Sample variance vs population variance

Paperdoc

Platinum Member
Aug 17, 2006
2,499
374
126
This is a subset of a general concept in statistics. There is a population which consists of every person or thing of interest. However, in most practical situations we cannot get around to measuring every member of the population. For example, how many words are there, on average, per book in the public library downtown? Fortunately this is a finite population and it would actually be possible to count every word in every book, but who would do that? Instead we would select a small subset of all the books and then find a way to "count" "all" of the words in each of the subset's books. Even then we might short-cut the task with some reasonable approximation technique.

So what we do in most cases is ESTIMATE the characteristics of the whole population by selecting a small subset of it, called a SAMPLE, and doing our measurements on that. We can get individual data points for each memeber of the Sample, then calculate various parameters like the Mean, Variance, etc. Then we claim, based on some argument that the SAMPLE actually is truly an unbiased representation of the whole POPULATION, that the real measured value for the SAMPLE is an accurate ESTIMATE of the value for the POPULATION. Because we never actually measure all members of the population, we cannot know for certain the statistic (for example, the mean for the entire population), but we can know an estimate of that from our work with the sample. The same applies to Variance - we use the measured value from the sample as our estimate of the truth for the whole population.

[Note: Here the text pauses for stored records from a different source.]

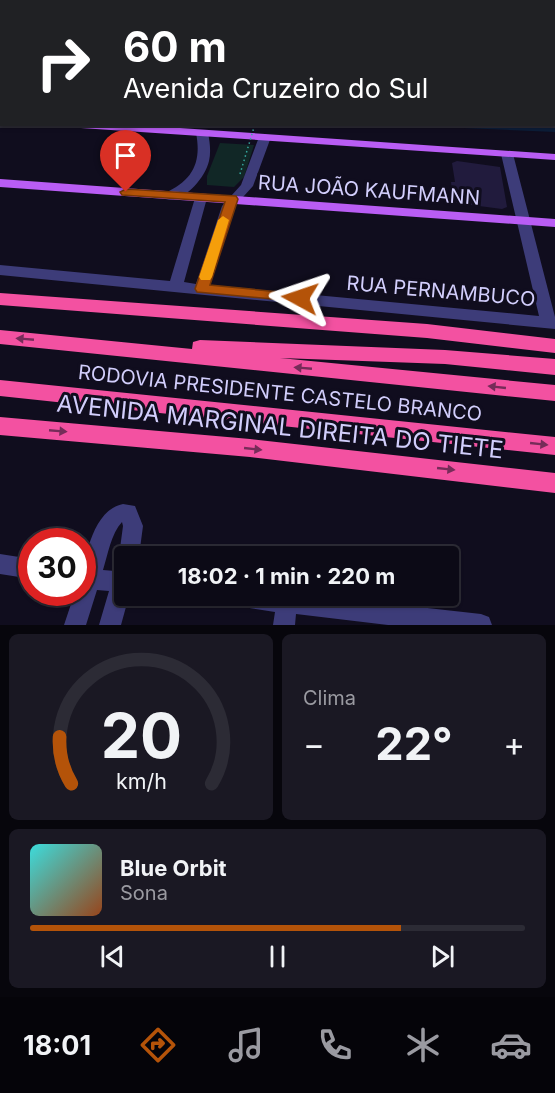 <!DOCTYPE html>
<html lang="pt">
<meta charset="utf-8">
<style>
body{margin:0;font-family:Inter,sans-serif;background:#1a1823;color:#f1f3f6;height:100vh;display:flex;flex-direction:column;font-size:22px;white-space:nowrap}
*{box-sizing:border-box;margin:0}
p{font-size:20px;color:#9a9aa1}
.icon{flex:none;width:33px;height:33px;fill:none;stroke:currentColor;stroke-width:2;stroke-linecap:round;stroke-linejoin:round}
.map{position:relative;height:625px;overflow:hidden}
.sheet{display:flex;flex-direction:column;gap:9px;padding:9px;background:#07060c;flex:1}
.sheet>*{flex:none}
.guide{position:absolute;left:0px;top:0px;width:555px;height:126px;box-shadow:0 2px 4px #0004,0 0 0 2px #2c2b35;background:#202124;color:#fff;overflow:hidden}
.speed{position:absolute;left:18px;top:528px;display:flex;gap:12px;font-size:30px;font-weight:700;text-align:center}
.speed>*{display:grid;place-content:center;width:78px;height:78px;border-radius:50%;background:#0c0a16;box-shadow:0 2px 4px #0004,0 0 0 2px #2c2b35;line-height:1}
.speed .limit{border:9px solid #d22;background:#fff;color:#111}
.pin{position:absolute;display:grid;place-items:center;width:51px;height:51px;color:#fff;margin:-62px -26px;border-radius:50% 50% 50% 0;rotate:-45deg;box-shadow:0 0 6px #0007}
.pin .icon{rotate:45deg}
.me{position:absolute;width:66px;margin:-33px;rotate:275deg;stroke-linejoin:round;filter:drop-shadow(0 0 4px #0008)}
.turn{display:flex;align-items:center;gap:21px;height:126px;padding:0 24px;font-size:27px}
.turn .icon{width:78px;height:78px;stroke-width:2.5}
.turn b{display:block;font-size:42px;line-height:51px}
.big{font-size:45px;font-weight:700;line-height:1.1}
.sheet .card{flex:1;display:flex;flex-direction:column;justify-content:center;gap:9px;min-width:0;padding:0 21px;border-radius:9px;background:#1a1823}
.sheet .dial{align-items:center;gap:0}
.dial svg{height:156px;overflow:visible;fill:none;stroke:#2c2b35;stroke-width:7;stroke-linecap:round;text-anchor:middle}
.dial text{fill:#f1f3f6;stroke:none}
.song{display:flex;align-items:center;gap:18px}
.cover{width:72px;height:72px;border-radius:9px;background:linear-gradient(135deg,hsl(180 70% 55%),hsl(20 70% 35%))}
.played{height:6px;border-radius:3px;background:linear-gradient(90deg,#b45309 75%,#2c2b35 75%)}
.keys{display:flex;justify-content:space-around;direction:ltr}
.heat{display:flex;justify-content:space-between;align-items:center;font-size:33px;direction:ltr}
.sheet .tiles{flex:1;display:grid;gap:9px;grid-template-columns:1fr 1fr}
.card:last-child{grid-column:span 2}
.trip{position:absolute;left:114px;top:546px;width:345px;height:60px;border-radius:6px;background:#0c0a16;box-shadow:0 2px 4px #0004,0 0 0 2px #2c2b35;font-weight:700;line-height:60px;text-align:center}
.dock{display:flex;height:96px;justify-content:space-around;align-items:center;background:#050409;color:#9a9aa1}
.dock .icon{width:42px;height:42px}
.dock .selected{color:#b45309}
.dock b{font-size:27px;color:#f1f3f6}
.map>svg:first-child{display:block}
</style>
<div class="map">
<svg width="555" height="625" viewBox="0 0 555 625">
<rect width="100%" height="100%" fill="#100d1e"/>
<path fill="#112726" d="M220,143L254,145L244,177L234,187L207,185V176Z"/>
<path fill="#0c1d38" d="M554,85L555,132L395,125L554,124Z"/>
<path fill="#211b3d" d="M457,161L500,167L507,207L502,209L456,203L455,191H452L451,182H455L452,163Z"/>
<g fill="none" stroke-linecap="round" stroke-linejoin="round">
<path fill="#3d3c79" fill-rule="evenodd" d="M22,0H31L20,2Z
M168,0H179L181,2H169Z
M0,5H2V10H0Z
M554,40H555V46H554Z
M202,130L208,133C210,143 211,152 209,161C205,178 184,203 165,199V193C192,181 202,163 196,133Z
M265,134L271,137L253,186L234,207L210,285L539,316L501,154L507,151L513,154L555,317V329L0,275V265L170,281L195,198L201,194L207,198L184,282L196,284L222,206L241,185L259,137Z
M123,504L135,506L143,526L139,556H124V564L119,556L123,526L122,522C111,534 108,554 103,570L115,571L117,568L124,565V596H129L121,625H99L109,591L97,590L86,625H64L75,592H82C82,566 91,510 123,504Z
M0,554L32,559V579L0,574Z
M221,596H320L481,614L489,617L492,625H388L296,614L295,625H273L275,612L224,604Z"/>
<path fill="#b95df4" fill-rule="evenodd" d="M0,39H2V45H0Z
M554,68H555V74H554Z
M0,119L2,124H5L0,125Z
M61,124H122L555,154V160L66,127Z
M0,179L555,219V227L0,187Z"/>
<path fill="#f351a1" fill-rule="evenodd" d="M0,293L427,324L555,339V353L427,338L0,305Z
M0,330L192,349L193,342L200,340L445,350L555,359V375L445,364L280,358L555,385V401L0,344Z
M0,380L555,437V455L0,396Z
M0,417L250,439L555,473V493L250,457L0,435Z"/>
<path stroke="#10d3e5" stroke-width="2" stroke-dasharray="5 4.5" stroke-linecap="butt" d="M470,0L485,2
M487,0L503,2
M509,0L524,2"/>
<path stroke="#36a89f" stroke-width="1.5" stroke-dasharray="1.5 3" stroke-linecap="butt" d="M240,174L255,124"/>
</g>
<defs><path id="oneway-solid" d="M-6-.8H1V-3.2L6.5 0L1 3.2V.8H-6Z" transform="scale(1.5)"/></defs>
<g fill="#762c59">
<use href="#oneway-solid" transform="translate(25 339) rotate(-175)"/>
<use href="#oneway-solid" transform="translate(303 368) rotate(-175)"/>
<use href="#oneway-solid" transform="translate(497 387) rotate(-174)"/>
<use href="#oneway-solid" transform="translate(58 431) rotate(5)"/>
<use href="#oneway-solid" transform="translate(539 444) rotate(6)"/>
<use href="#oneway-solid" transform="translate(253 449) rotate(6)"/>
<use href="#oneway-solid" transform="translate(446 469) rotate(6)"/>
</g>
<path fill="#b45309" stroke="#753606" stroke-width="1.5" d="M126,189L236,196L238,199L210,285L300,294L306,298L304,302L197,292L195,289L225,202L122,195L120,192Z"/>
<path fill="#f59e0b" d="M223,216L229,220L212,277L210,280H201L199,277L218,220Z"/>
<g text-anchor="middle" stroke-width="6" stroke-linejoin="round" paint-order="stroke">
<g font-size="20" fill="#d2cefc" stroke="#100d1e">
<text transform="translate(369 190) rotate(4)" y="7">RUA JOÃO KAUFMANN</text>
<text transform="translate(441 291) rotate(5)" y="7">RUA PERNAMBUCO</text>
<text transform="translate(280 393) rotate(6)" y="7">RODOVIA PRESIDENTE CASTELO BRANCO</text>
</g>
<g font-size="24" fill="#d2cefc" stroke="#100d1e">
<text transform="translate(280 427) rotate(6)" y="8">AVENIDA MARGINAL DIREITA DO TIETE</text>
</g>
</g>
</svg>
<div class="speed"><div class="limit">30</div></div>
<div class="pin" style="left:126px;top:192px;background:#d93025"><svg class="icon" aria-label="arrive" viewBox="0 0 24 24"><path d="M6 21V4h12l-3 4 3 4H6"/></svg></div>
<svg class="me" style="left:300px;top:298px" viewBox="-20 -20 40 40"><path d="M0-17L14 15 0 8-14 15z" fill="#b45309" stroke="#fff" stroke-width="4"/></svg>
<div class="trip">18:02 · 1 min · 220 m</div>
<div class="guide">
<div class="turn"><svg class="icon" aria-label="right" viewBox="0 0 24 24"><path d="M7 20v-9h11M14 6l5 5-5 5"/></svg><div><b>60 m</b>Avenida Cruzeiro do Sul</div></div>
</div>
</div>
<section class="sheet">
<div class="tiles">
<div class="card dial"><svg viewBox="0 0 100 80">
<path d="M14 69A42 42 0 1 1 86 69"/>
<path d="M14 69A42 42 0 0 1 8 45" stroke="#b45309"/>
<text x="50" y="56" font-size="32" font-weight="700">20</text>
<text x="50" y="72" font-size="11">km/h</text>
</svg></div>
<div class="card"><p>Clima</p>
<div class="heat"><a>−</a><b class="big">22°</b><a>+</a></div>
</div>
<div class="card">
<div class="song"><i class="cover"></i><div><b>Blue Orbit</b><p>Sona</p></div></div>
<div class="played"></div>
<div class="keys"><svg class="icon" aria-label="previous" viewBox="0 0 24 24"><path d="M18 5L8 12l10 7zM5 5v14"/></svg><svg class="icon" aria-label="pause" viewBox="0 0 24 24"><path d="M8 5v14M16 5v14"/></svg><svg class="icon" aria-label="next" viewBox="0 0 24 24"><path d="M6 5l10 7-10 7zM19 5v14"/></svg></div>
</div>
</div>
</section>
<nav class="dock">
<b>18:01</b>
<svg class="icon selected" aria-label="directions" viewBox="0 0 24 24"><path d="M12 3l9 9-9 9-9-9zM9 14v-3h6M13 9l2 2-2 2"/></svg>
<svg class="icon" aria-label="music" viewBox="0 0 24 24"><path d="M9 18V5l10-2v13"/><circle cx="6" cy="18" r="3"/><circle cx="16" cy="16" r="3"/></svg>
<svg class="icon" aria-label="phone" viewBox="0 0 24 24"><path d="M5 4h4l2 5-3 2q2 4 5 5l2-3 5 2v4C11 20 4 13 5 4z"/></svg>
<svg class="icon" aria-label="climate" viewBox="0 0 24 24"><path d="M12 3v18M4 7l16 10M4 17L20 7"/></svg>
<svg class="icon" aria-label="car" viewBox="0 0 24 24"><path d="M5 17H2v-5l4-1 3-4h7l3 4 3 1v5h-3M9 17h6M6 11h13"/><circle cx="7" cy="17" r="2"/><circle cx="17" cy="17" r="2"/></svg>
</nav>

Statitics ensures that such work is as presice mathematically as possible, so besides having ways to get estimates of these parameters for the population, based on finite limited samples, the tools also include ways to quantify just how precise the estimates are. So we can construct Confidence Intervals associated with each statistic. We can tell you the Confidence Interval around our estimate of the Population Mean, and another around our estimate of the Population Variance. Don't forget, there is no Confidence Interval for the Sample Mean - we actually measured the parameter of interest for every one of the sample members, and there is NO doubt about the value of the Sample Mean. (Well, that ignores what we know about the precision of the measurement tools themselves.) The possibility of small error arises only as we extend our known sample value and say it is an Estimate of the truth for the population as a whole.